目を開けていない女皇。容易には動かせぬほどの傷なのだと、アージェは一瞬で悟る。
エヴェンは青年の手が空いたことに気付くと振り返った。
「お前、ここで陛下見てろ! ずっと声をおかけしてろよ! 魔法士を呼んでくる!」
そう言って駆け出した男が垣根の向こうに見えなくなると、アージェはレアリアの前に膝をついた。手袋を取って小さな手に触れると、驚くほどひんやりとしている。
「陛下……?」
開かない瞼。彼は女の頬にそっと触れた。滑らかな、だが温度に乏しい肌。
アージェは前からそうであったのか、最後に彼女の頬に触れた記憶を呼び起こそうとした。
認めたくない現実を、精神の裏側で誰かが吐き続ける。
「レア」
「……遅い」
ほとんど息である低い呟き。
けれど彼はその一言に心底安堵する。薄く開いた瞼の下に、赤紫色の瞳が見えた。
「クレメンシェトラ」
「レアリアが……死んでしまうぞ……」
「治せないのか」
「私がそれをしては、レアリアが」
クレメンシェトラはそこで力尽きたのか再び目を閉じる。
アージェは彼女の服の裾に黒い靄が纏わりついているのを見て、慌ててそれを手で払った。

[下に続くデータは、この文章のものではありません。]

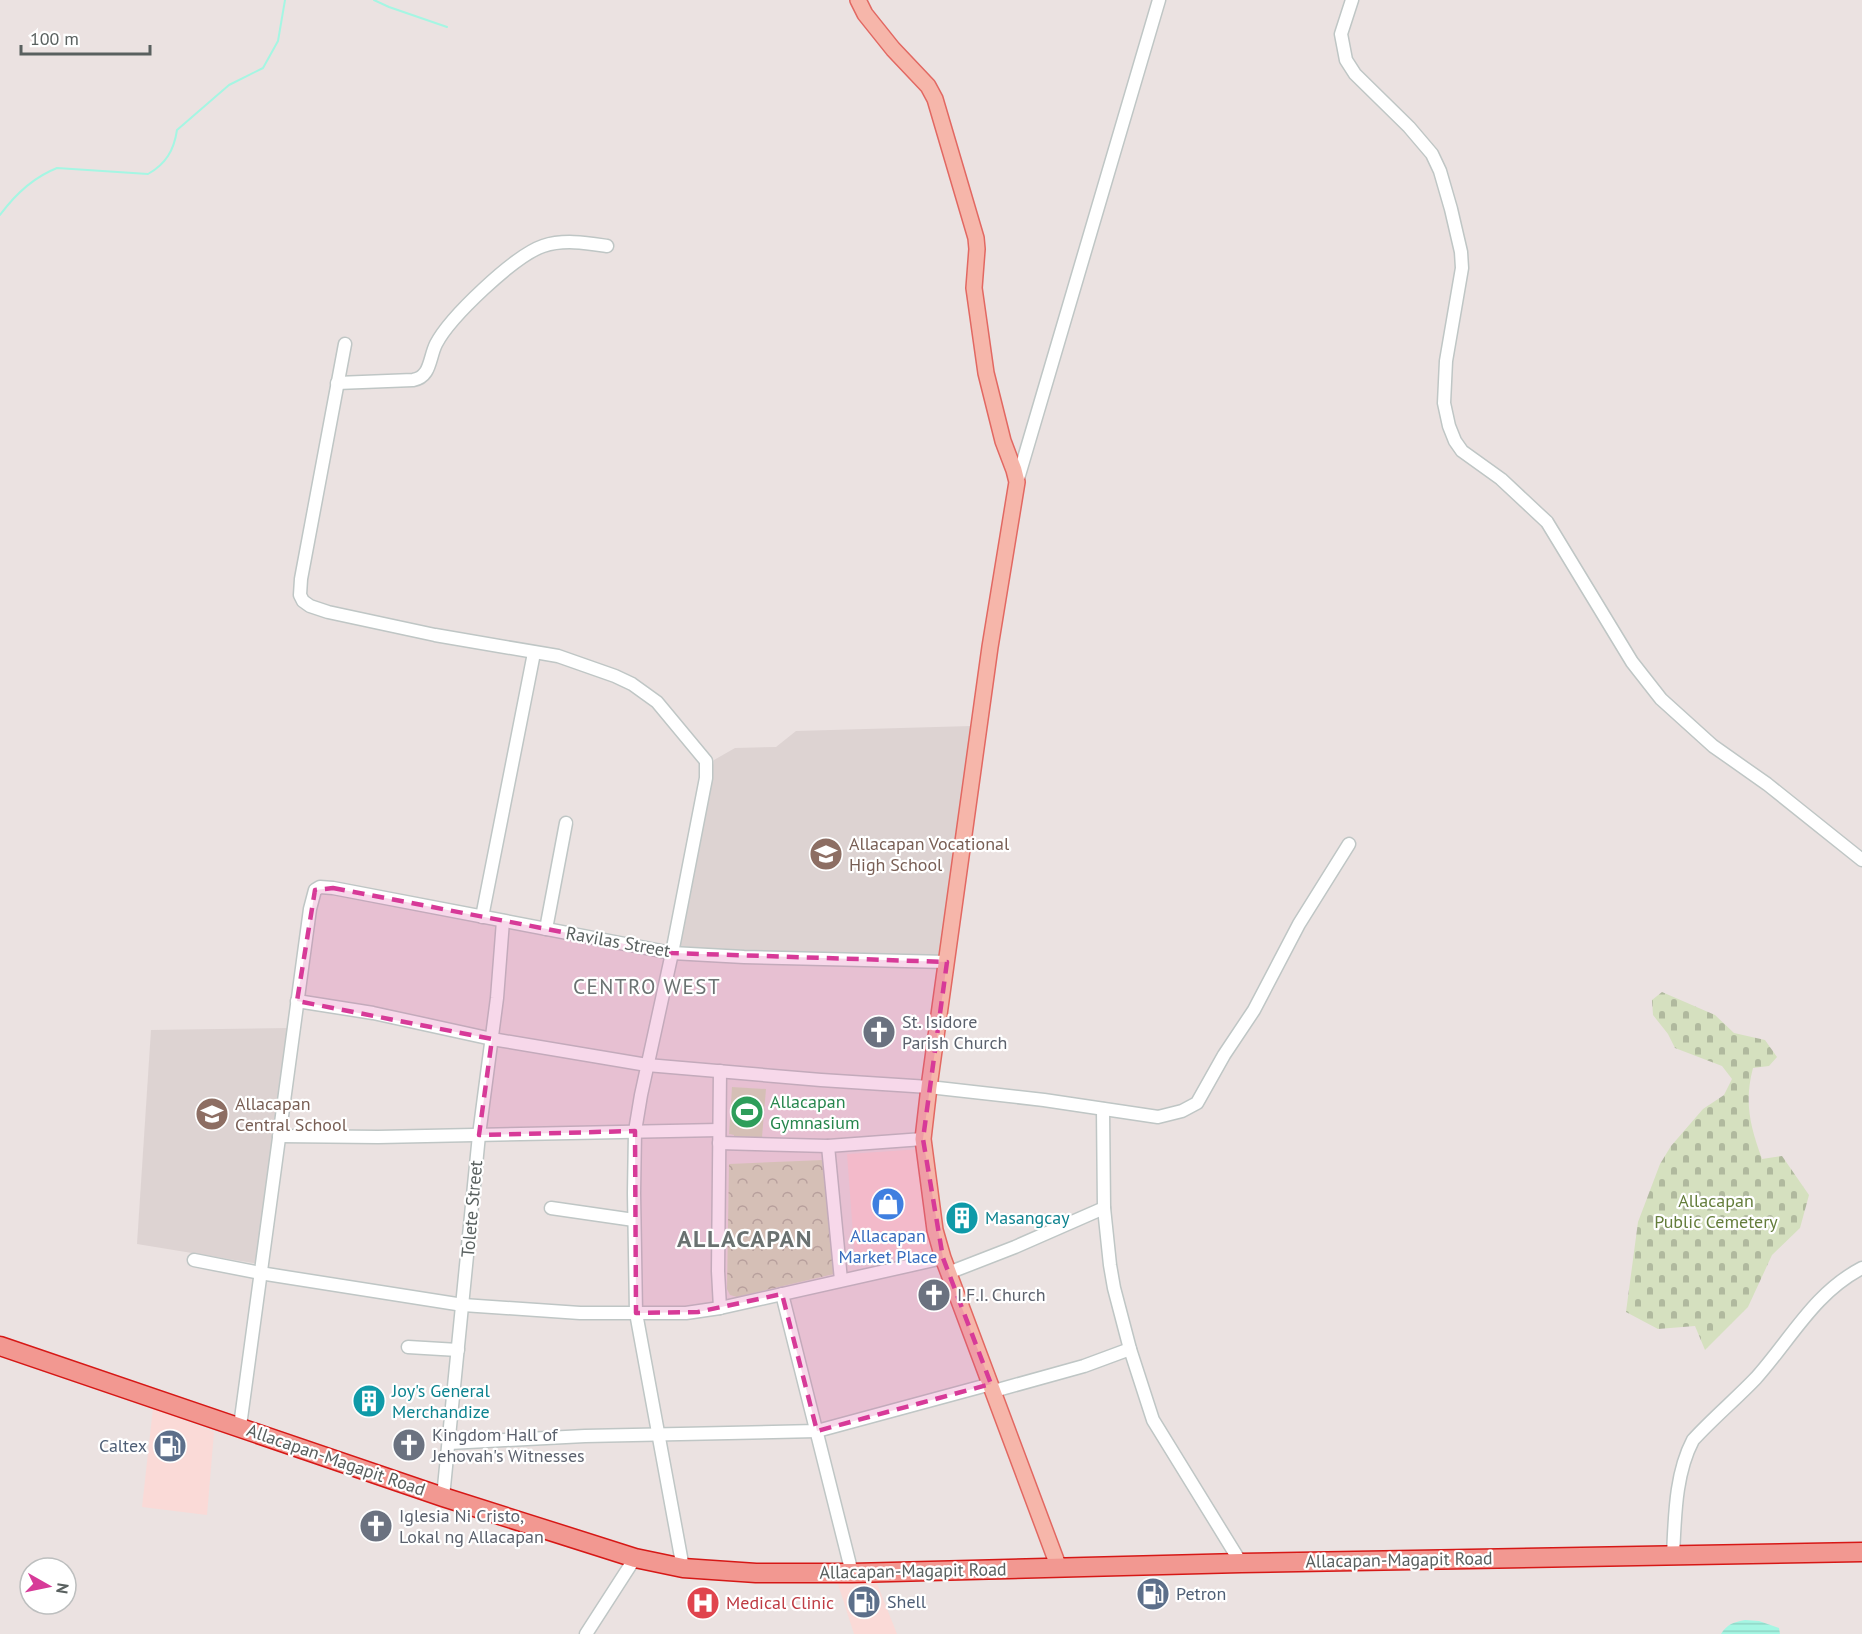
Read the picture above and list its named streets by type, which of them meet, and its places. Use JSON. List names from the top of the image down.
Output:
{
  "streets": {
    "highway": ["Allacapan-Magapit Road"],
    "street": ["Ravilas Street", "Tolete Street"]
  },
  "crossings": [
    ["Ravilas Street", "Tolete Street"],
    ["Tolete Street", "Allacapan-Magapit Road"]
  ],
  "districts": ["CENTRO WEST", "ALLACAPAN"],
  "parks": ["Allacapan Public Cemetery"],
  "places": {
    "school or university": ["Allacapan Vocational High School", "Allacapan Central School"],
    "church": [
      "St. Isidore Parish Church",
      "I.F.I. Church",
      "Kingdom Hall of Jehovah's Witnesses",
      "Iglesia Ni Cristo, Lokal ng Allacapan"
    ],
    "sports": ["Allacapan Gymnasium"],
    "shop": ["Allacapan Market Place"],
    "building": ["Masangcay", "Joy's General Merchandize"],
    "fuel station": ["Caltex", "Petron", "Shell"],
    "hospital": ["Medical Clinic"]
  },
  "scale_bar": "100 m",
  "north": "right"
}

払っても次々に湧いてくる澱から彼女を庇うように、華奢な体を腕の中に抱きこむ。
「レア。しっかりしろ」
耳元で囁く声に返事はない。
鼻につく血の匂い。背に回した腕が濡れていくのが分かった。
喪失を予感しろと、彼の中で経験が囁いてくる。
だがアージェはそれらの全てに背を向けて、腕の中の女をきつく抱いた。閉じた瞼を白金の髪に寄せる。
「レア」
彼女の声は返らない。
一秒先でさえ何も見えない。
アージェは自身も息を止め、冷えていく女に寄り添う。
閉ざされた視界。何も聞こえない。
時間の流れが分からなくなる。
このまま彼女と共に、全てから遠い場所に居続けるのかもしれない。それでもいいと、アージェは思った。
手を放すことで、レアリアの泣き顔は見たくなかった。



硬直した時間。だが不意に頭上から呆れ混じりの声が届く。
「あんた、何やってんのよ」
聞いたばかりの少女の声。アージェは目を開け、顔を跳ね上げた。
「ルクレツィア……!」
「さっさと診せなさいって。手遅れになるでしょ」
金色の瞳の少女はそうして草の上に下りてくると、白い手をレアリアの傷口に伸ばした。